At least that’s the impression you’ll get from the below article. Apparently “much of the time” crashes are the fault of the pedestrian, and they’re mostly drunk anyway. Oh, and how dare they try to cross a street without crosswalks or walk on a road without sidewalks. Silly pedestrians. Get a car already.
Pedestrians cross into danger’s path
Last year, 21 pedestrians died in Franklin County. They often were at fault because they jaywalked or had walked in the road, police said.
Saturday, August 15, 2009 3:03 AM
By Steve Bushong
THE COLUMBUS DISPATCH
Franklin County streets might be getting deadlier for pedestrians.
While the number of pedestrians hit by cars has fluctuated the past five years, fatalities hit a five-year high last year, when 21 people died. In 2007, 14 were killed, and 10 died the year before.
So far this year, 175 pedestrians have been hit and at least nine have died in Franklin County, according to the Ohio Department of Public Safety.
Much of the time, the collisions are the pedestrian’s fault, said police Sgt.

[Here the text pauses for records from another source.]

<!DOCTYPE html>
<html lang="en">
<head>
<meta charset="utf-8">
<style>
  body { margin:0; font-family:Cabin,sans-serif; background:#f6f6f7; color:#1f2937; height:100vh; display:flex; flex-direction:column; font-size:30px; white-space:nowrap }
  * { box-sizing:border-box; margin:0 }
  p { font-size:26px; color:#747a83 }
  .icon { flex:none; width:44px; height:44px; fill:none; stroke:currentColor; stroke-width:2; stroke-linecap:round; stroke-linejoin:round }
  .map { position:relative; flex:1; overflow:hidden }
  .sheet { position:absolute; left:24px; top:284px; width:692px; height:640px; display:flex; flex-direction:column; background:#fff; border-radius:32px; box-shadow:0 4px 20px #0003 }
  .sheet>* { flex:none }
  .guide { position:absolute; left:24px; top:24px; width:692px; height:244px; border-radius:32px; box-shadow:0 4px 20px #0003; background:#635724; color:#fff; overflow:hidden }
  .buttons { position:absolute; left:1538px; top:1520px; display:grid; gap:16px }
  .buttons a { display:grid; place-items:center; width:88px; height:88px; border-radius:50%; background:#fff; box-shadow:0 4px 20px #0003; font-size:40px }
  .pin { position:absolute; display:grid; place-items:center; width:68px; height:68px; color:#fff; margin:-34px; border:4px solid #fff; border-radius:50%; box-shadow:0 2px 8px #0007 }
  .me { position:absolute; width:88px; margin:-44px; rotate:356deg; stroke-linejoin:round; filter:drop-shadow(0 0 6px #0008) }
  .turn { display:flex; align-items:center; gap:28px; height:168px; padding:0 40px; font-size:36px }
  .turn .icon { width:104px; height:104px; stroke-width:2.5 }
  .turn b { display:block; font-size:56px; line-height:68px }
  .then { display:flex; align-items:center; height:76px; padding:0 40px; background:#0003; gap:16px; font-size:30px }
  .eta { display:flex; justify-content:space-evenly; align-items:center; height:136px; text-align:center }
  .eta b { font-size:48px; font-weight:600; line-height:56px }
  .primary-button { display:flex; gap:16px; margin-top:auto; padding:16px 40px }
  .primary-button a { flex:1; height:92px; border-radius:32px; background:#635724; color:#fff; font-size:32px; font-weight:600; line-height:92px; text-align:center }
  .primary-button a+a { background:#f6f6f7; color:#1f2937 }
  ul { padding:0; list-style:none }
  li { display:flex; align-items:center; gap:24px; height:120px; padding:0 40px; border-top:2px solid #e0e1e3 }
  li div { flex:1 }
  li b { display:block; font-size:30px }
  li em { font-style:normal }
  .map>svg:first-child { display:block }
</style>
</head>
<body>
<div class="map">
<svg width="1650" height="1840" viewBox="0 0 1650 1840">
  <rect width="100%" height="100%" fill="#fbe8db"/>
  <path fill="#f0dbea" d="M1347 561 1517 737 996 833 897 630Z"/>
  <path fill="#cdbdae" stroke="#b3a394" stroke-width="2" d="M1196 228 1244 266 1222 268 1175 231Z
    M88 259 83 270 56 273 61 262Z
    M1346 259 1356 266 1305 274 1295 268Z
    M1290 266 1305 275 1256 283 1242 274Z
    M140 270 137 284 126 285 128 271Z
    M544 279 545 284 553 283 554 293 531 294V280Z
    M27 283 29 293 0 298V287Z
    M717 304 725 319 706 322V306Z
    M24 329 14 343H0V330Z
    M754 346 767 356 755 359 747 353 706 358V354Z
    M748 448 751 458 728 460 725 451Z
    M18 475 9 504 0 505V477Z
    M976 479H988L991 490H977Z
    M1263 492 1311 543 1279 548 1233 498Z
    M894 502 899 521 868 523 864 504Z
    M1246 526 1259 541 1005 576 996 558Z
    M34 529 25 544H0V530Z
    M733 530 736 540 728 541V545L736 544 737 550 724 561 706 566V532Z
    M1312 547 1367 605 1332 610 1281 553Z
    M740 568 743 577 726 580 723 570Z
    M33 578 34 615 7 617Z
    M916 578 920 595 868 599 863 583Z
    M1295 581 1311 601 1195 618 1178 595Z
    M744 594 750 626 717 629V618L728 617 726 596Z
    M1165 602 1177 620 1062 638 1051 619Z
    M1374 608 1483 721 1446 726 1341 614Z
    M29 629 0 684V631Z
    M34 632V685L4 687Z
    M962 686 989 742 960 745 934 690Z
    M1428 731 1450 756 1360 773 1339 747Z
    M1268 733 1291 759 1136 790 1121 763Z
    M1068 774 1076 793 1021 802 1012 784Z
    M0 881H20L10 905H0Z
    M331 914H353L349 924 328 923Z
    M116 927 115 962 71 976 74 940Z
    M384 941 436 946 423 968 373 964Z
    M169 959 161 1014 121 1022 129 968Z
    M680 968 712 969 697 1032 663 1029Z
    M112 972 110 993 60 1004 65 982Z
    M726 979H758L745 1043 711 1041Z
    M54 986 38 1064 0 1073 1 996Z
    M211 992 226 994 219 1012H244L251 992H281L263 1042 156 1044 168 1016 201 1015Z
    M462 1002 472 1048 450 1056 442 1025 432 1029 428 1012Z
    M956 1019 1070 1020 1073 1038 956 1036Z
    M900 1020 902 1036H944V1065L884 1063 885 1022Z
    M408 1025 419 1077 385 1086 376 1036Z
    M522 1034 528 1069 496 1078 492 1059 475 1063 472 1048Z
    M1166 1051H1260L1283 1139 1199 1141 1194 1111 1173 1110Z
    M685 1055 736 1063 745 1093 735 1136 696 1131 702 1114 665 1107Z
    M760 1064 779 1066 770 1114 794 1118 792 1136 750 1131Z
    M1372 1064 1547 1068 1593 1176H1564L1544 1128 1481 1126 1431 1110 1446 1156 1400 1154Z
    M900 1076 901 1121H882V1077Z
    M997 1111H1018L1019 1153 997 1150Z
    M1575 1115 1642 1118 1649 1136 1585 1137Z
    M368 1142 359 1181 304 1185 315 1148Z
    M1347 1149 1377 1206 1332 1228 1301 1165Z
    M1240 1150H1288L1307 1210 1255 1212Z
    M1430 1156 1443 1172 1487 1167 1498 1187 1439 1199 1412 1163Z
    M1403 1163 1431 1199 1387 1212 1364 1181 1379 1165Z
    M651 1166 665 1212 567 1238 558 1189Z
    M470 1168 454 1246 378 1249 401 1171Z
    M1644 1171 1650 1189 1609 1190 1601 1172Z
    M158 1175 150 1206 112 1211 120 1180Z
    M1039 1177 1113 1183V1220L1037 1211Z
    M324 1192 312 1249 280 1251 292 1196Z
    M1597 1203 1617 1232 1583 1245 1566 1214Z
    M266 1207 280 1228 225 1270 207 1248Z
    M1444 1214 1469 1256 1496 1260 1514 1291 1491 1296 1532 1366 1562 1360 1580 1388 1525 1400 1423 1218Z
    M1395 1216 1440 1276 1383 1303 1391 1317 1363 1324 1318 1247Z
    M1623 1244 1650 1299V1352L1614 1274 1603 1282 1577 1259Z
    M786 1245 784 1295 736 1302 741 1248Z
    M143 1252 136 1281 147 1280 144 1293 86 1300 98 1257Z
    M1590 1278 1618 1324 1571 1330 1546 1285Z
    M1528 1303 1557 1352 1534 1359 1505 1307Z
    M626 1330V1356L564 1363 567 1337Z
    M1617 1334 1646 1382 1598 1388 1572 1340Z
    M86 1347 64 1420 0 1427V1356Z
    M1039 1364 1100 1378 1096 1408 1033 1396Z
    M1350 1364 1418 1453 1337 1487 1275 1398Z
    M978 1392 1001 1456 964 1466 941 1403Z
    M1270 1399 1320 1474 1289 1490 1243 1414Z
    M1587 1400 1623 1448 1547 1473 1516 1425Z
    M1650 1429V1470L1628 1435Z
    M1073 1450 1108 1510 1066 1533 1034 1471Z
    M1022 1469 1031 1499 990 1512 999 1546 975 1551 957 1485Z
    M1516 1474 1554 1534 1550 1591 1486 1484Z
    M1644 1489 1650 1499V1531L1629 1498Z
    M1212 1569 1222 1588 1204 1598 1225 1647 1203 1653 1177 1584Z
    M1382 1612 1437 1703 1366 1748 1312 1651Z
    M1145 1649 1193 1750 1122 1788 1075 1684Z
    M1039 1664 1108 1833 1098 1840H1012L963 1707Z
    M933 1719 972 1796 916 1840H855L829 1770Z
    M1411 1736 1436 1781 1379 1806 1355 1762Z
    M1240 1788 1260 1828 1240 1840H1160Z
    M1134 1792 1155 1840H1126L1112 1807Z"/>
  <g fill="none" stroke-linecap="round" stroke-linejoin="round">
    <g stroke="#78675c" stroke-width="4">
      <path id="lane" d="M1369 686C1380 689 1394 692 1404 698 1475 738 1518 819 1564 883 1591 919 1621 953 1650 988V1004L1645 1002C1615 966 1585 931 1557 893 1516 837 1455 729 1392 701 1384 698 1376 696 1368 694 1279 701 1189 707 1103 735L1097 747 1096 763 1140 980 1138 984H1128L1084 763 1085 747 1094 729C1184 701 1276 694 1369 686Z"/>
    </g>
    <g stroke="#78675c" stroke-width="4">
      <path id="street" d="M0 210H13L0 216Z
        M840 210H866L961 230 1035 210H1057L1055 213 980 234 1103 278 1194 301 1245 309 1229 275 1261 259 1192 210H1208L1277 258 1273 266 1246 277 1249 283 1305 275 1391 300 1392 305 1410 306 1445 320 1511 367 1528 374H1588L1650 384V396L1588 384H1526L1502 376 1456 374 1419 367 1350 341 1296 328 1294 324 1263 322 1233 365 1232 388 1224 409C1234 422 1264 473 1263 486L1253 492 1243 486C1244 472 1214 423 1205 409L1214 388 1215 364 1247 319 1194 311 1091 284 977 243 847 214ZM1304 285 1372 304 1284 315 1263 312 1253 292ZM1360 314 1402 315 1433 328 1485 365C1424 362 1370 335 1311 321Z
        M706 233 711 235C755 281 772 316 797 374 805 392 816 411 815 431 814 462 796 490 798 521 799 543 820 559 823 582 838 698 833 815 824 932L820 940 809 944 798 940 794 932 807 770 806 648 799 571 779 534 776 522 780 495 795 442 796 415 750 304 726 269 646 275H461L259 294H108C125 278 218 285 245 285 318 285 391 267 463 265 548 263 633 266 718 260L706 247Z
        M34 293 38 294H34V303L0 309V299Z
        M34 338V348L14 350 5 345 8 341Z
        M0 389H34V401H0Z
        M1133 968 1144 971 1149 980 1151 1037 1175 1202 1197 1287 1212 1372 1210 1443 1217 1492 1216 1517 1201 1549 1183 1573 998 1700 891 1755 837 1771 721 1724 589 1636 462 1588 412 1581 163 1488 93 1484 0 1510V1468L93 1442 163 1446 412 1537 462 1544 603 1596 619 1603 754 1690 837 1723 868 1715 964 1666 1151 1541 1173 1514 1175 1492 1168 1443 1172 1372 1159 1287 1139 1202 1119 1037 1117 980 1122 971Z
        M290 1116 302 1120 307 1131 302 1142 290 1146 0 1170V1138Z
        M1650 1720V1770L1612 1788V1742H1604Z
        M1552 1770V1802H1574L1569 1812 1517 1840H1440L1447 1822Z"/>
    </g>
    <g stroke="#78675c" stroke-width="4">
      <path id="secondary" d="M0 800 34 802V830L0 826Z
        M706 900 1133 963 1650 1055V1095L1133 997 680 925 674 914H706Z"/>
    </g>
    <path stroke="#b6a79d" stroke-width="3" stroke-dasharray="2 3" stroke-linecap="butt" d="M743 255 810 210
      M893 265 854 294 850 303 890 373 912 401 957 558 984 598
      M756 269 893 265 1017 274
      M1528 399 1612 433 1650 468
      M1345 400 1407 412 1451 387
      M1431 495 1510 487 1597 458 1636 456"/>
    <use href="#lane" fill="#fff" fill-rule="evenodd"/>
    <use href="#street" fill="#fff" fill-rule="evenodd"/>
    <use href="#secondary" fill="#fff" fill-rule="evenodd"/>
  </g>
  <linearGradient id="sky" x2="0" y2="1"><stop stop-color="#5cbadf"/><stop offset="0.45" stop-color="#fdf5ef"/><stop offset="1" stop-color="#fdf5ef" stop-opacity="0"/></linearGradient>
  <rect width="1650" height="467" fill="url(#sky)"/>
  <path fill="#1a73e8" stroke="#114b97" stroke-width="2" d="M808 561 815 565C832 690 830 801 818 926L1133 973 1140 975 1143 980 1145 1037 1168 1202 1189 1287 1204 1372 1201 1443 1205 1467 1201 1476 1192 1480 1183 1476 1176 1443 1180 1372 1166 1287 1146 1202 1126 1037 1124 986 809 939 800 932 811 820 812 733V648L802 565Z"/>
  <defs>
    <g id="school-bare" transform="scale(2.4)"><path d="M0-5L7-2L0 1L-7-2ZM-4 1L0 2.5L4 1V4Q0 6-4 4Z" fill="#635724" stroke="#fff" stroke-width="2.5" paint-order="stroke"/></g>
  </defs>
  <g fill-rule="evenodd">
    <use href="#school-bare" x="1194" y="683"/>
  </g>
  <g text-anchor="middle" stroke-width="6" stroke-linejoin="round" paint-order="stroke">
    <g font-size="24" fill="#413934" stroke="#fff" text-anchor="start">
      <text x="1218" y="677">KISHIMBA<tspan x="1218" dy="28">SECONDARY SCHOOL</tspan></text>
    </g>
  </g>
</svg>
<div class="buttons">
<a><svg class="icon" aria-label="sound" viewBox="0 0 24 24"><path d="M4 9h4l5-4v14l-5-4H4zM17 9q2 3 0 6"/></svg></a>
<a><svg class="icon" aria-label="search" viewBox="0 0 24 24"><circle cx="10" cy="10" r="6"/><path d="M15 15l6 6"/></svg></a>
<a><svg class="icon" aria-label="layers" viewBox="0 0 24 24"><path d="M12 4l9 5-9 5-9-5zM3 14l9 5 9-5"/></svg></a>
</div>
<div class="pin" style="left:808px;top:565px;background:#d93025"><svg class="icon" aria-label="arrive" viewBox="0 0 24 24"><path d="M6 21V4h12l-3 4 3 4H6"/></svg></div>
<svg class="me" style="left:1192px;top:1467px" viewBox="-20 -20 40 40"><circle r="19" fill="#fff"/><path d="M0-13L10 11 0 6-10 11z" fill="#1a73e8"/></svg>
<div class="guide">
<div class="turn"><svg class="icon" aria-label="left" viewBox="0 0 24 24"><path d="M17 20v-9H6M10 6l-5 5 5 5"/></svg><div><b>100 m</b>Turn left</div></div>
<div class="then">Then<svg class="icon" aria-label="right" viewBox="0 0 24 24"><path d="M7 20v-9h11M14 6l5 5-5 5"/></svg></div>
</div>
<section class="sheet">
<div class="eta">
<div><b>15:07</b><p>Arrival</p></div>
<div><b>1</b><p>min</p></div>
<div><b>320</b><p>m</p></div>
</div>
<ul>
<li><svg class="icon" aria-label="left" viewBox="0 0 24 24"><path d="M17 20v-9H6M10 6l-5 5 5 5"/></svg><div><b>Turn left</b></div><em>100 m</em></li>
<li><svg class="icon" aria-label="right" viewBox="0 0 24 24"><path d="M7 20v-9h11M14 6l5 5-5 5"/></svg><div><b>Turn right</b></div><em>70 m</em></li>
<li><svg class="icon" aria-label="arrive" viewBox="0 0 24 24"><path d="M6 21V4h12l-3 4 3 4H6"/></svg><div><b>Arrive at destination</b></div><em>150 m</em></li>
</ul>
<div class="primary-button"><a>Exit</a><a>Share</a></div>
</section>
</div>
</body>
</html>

Shelia Wilson, who oversees Columbus’ accident-investigation unit.
“Usually, it’s a pedestrian jaywalking,” she said. “Or they’re just walking in the road.”
On streets without sidewalks, Wilson said, pedestrians should stay as close to the edge of the road as possible.
This year, most of the fatal crashes have happened after sunset.
“Most people don’t expect a pedestrian to be in the roadway,” Wilson said. “You might not see a person until you’re right on top of them.”
In case you’re dense, the intro paragraph was mostly sarcasm. Even if all the statements are true, I didn’t like the tone of the article. It seemed like pedestrians were being blamed for their own deaths. One might think that the driver of a vehicle capable of killing someone might be held responsible for hitting people in the roadway at least some of the time.
Anyway, I’m not sure where the data came from. Maybe there was some more detailed report issued recently? It would be interesting to know where the crashes are happening. It would be even more interesting to know what the crash rates are like, but that’s nearly impossible since almost nobody has a good way of keeping track of pedestrian volumes. I hope someone is doing some analysis to find out how to improve safety, especially in hostile pedestrian environments with existing demand for walking.